Help with a Taylor series problem!!

[cindy174]

This is problem #83 on the 1998 AP Calculus BC test:

The Taylor series for lnx, centered at x=1, is sum{n=1 to infinity}[(-1)^(n+1) * (x-1)^n / n]. Let f be the function given by the sum of the first three nonzero terms of this series. Find the maximum value of abs( lnx - f(x) ).

The answer is given to be 0.145

How do you solve this?

 

[skeeter]

get out your graphing calculator ...

Y1 = (x-1) - (x-1)^2/2 + (x-1)^3/3
Y2 = ln(x)
Y3 = abs(Y2 - Y1)

graph Y3 in the interval given in the question (which, btw, you forgot to mention in your post)

determine the max.

 

[cindy174]

Taylor Series

Sorry.

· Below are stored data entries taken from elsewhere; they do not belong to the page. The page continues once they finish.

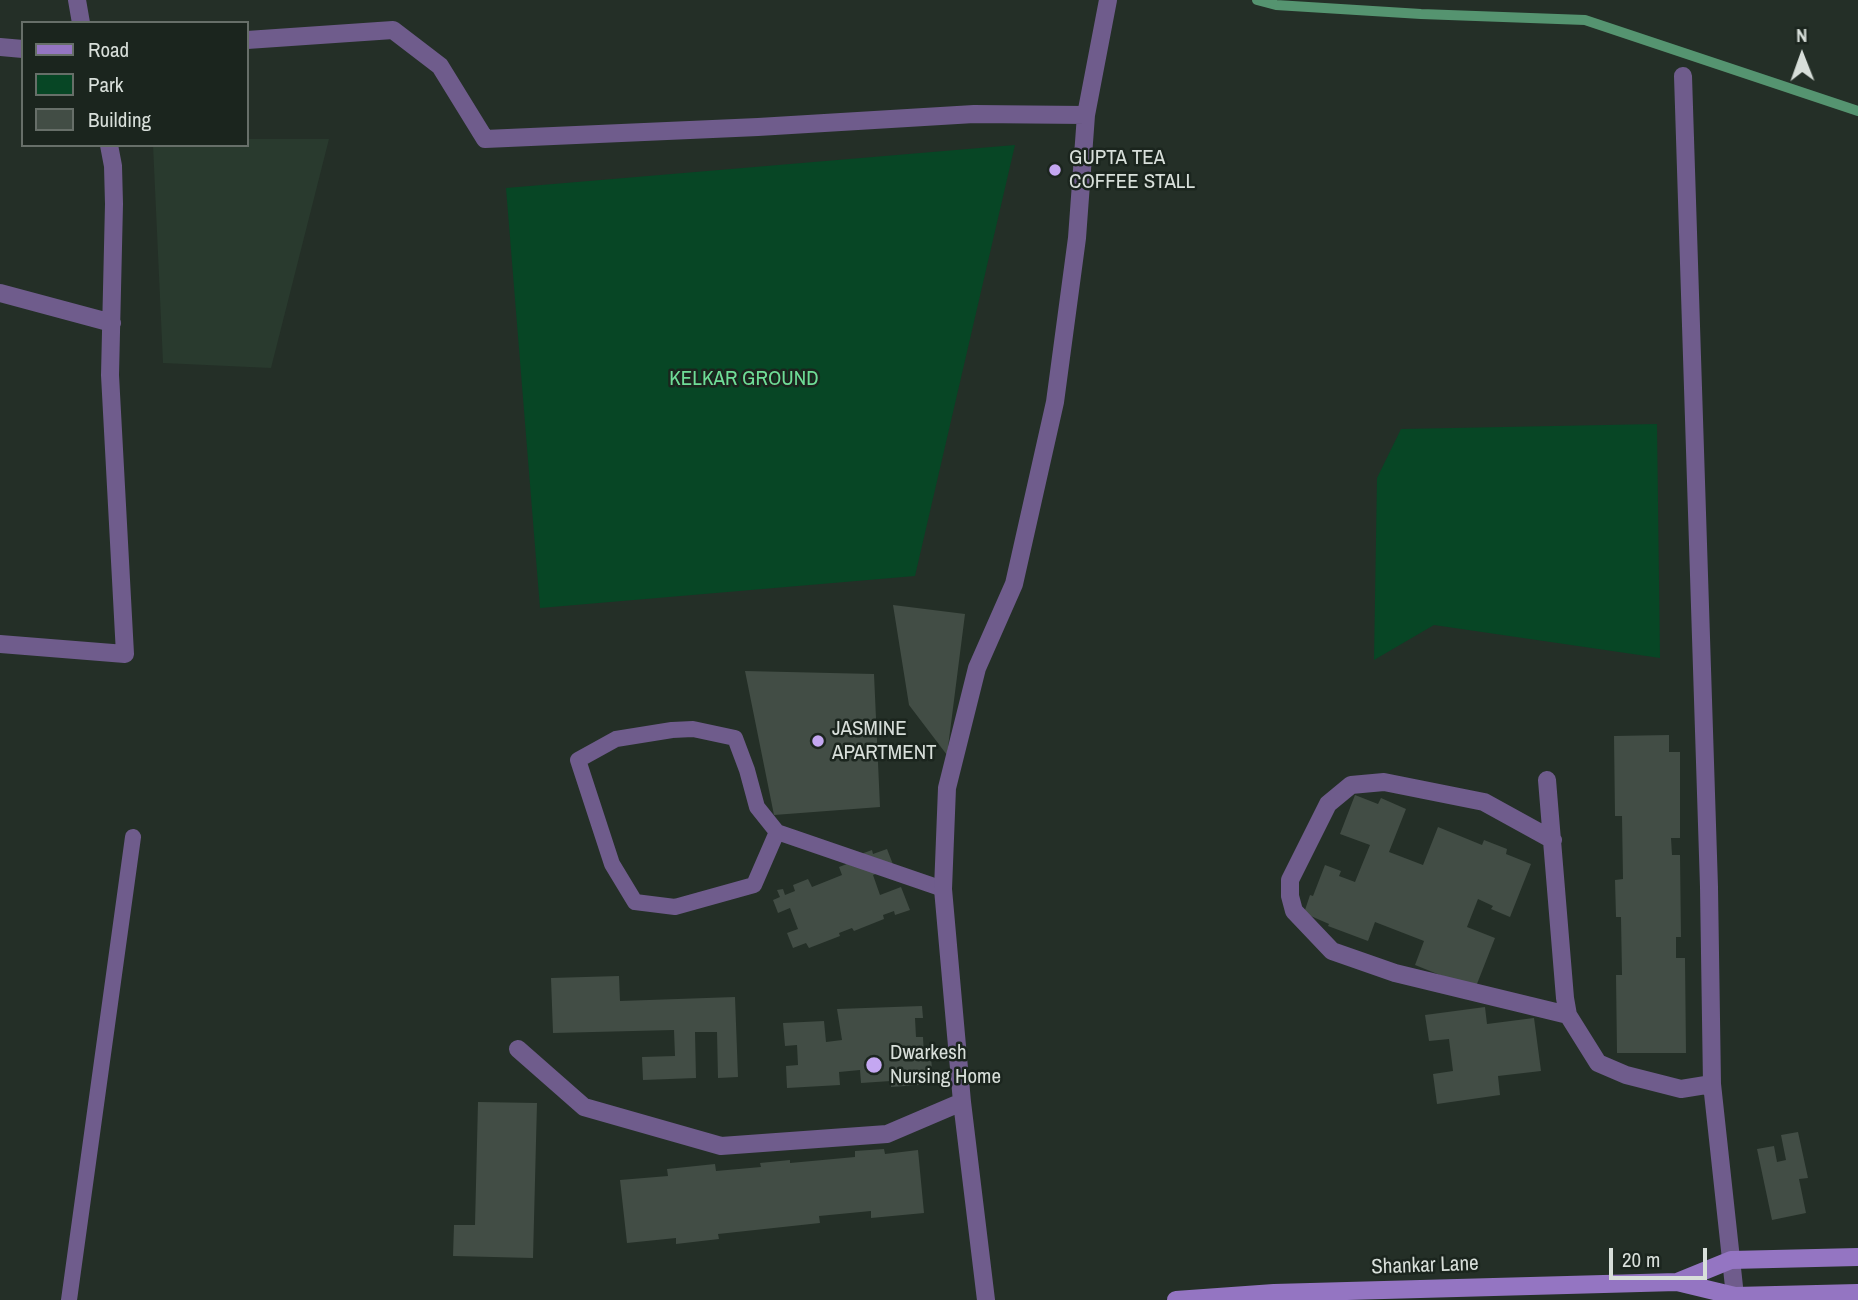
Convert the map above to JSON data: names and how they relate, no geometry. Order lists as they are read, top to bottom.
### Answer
{
  "streets": {
    "street": ["Shankar Lane"]
  },
  "parks": ["KELKAR GROUND"],
  "places": ["GUPTA TEA COFFEE STALL", "JASMINE APARTMENT", "Dwarkesh Nursing Home"],
  "legend": ["Road", "Park", "Building"],
  "scale_bar": "20 m",
  "north": "top"
}
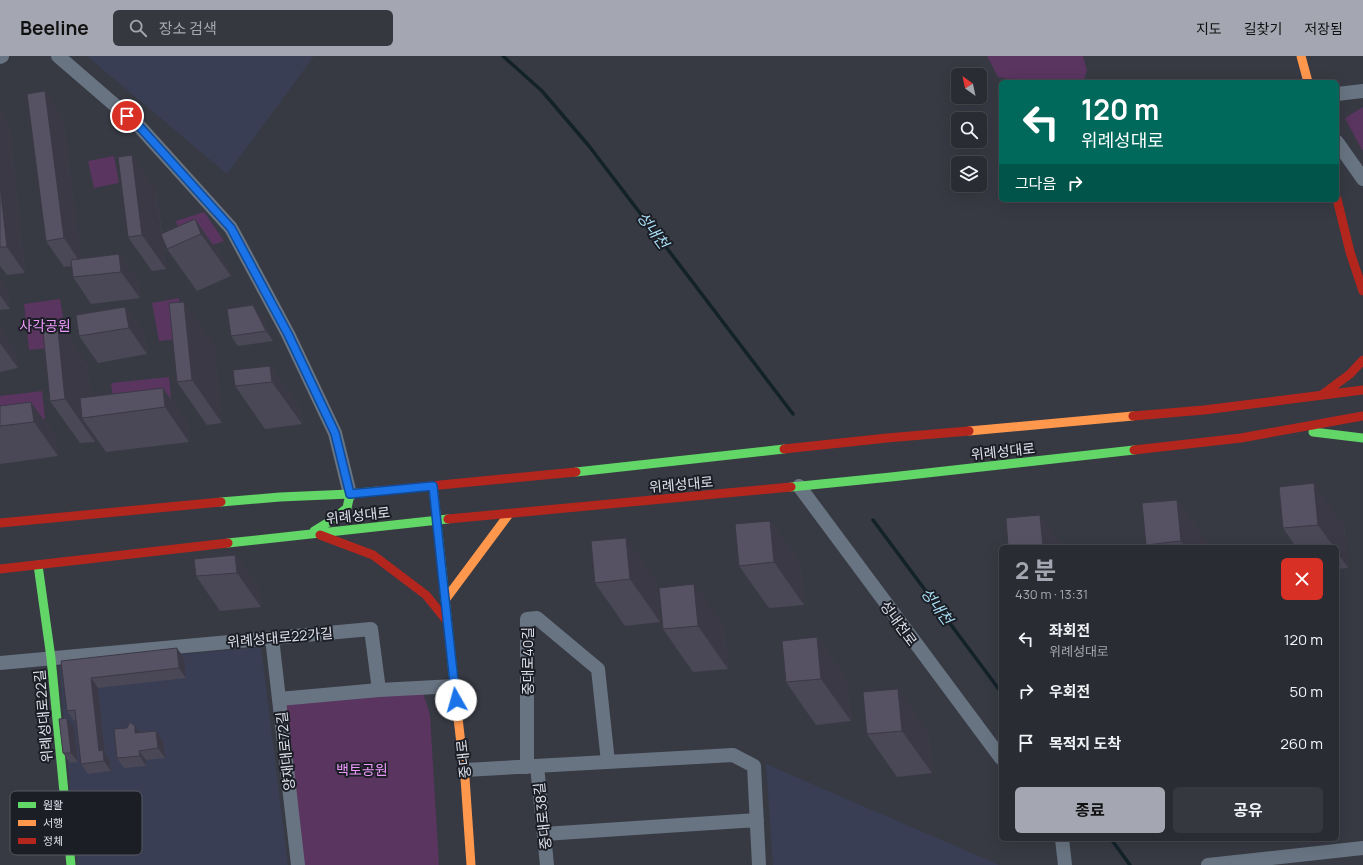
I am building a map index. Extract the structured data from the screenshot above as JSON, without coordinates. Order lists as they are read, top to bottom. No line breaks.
{"streets":{"main road":["위례성대로","위례성대로22길","중대로"],"street":["성내천로","위례성대로22가길","중대로40길","양재대로72길","중대로38길"]},"crossings":[["위례성대로","성내천로"],["위례성대로","위례성대로22길"],["위례성대로","중대로"],["위례성대로22가길","위례성대로22길"],["위례성대로22가길","양재대로72길"],["중대로40길","중대로38길"]],"water":["성내천"],"parks":["사각공원","백토공원"],"legend":["원활","서행","정체"],"north":"top left","page":{"header":"Beeline","search":"장소 검색","nav":["지도","길찾기","저장됨"],"turn":["120 m","위례성대로"],"then":"그다음","heading":["2 분","430 m · 13:31"],"list":[{"name":"좌회전","note":"위례성대로","value":"120 m"},{"name":"우회전","value":"50 m"},{"name":"목적지 도착","value":"260 m"}],"buttons":["종료","공유"]}}
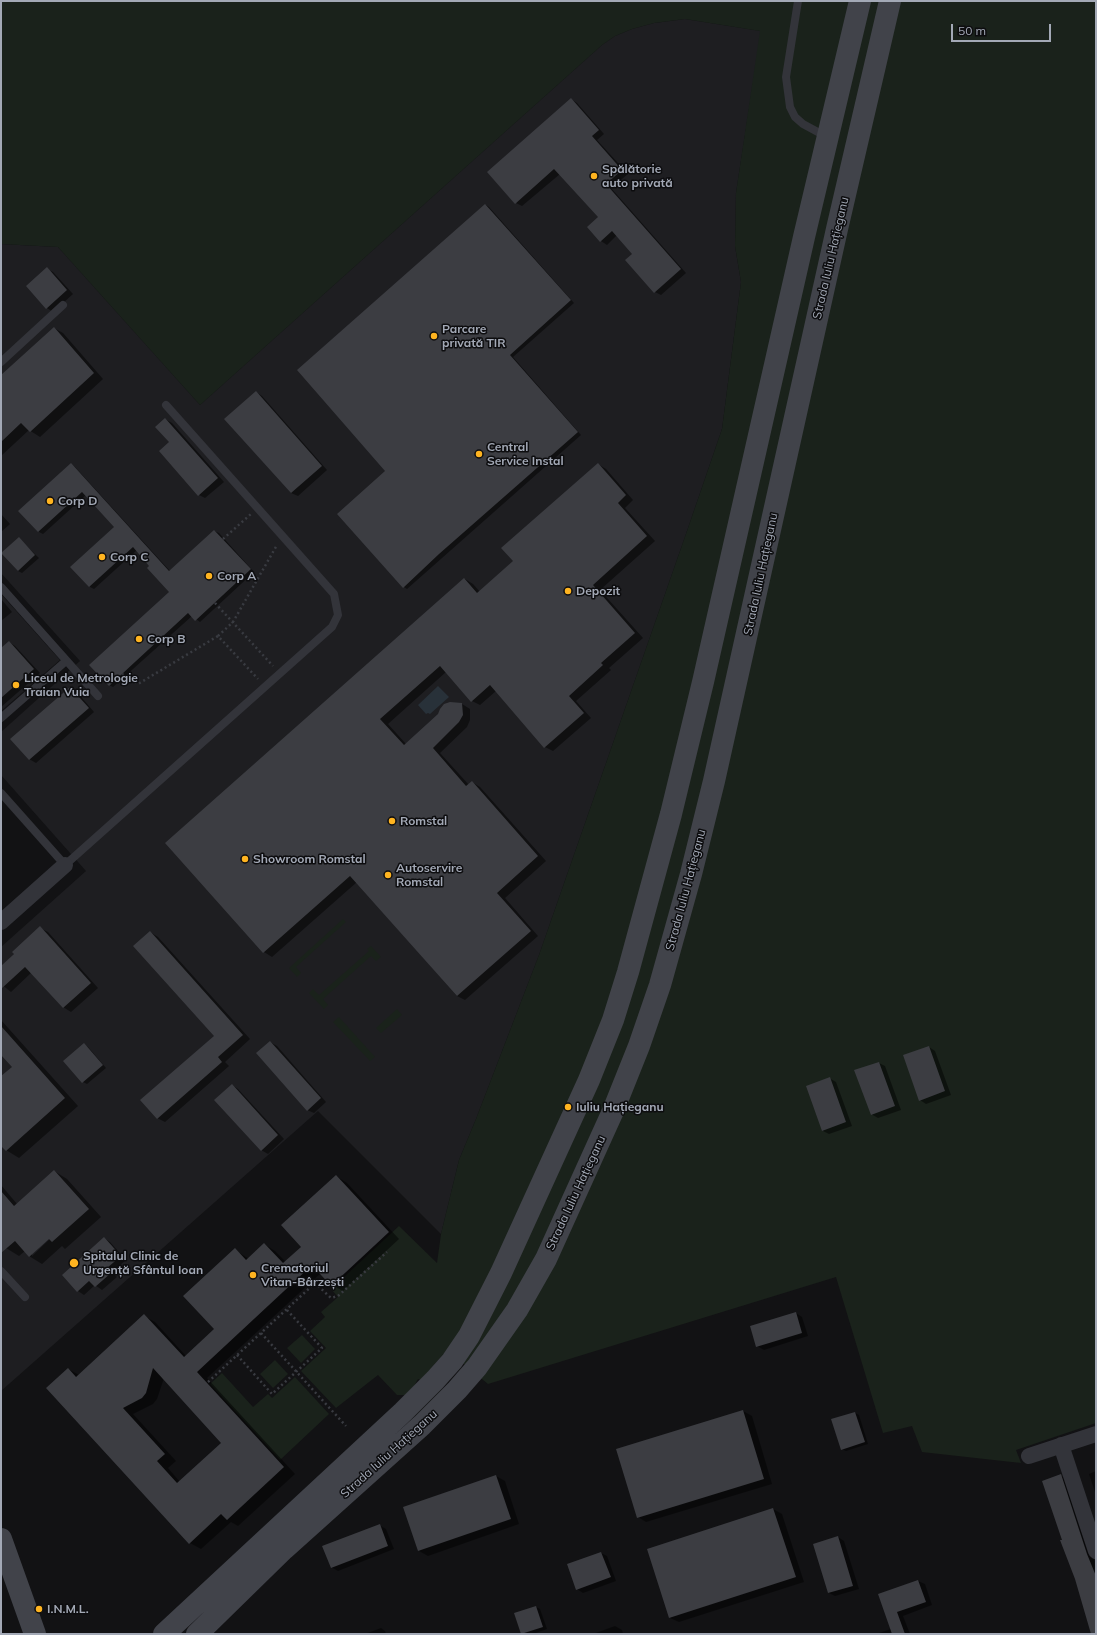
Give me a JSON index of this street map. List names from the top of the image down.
{
  "streets": {
    "main road": ["Strada Iuliu Hațieganu"]
  },
  "places": [
    "Spălătorie auto privată",
    "Parcare privată TIR",
    "Central Service Instal",
    "Corp D",
    "Corp C",
    "Corp A",
    "Depozit",
    "Corp B",
    "Liceul de Metrologie Traian Vuia",
    "Romstal",
    "Showroom Romstal",
    "Autoservire Romstal",
    "Iuliu Hațieganu",
    "Spitalul Clinic de Urgență Sfântul Ioan",
    "Crematoriul Vitan-Bârzești",
    "I.N.M.L."
  ],
  "scale_bar": "50 m"
}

Thanks for the reply.

the interval is [.3,1.7]

I was wondering if there is a possible analytic solution.

 

[skeeter]

I was wondering if there is a possible analytic solution.

yes ...

how do you find the max or min of any function on an interval?

let h(x) = |ln(x) - f(x)|

h'(x) = {[ln(x) - f(x)]/|ln(x) - f(x)|}*|(1/x) - f'(x)|

analyze h'(x) over the given closed interval to locate extrema.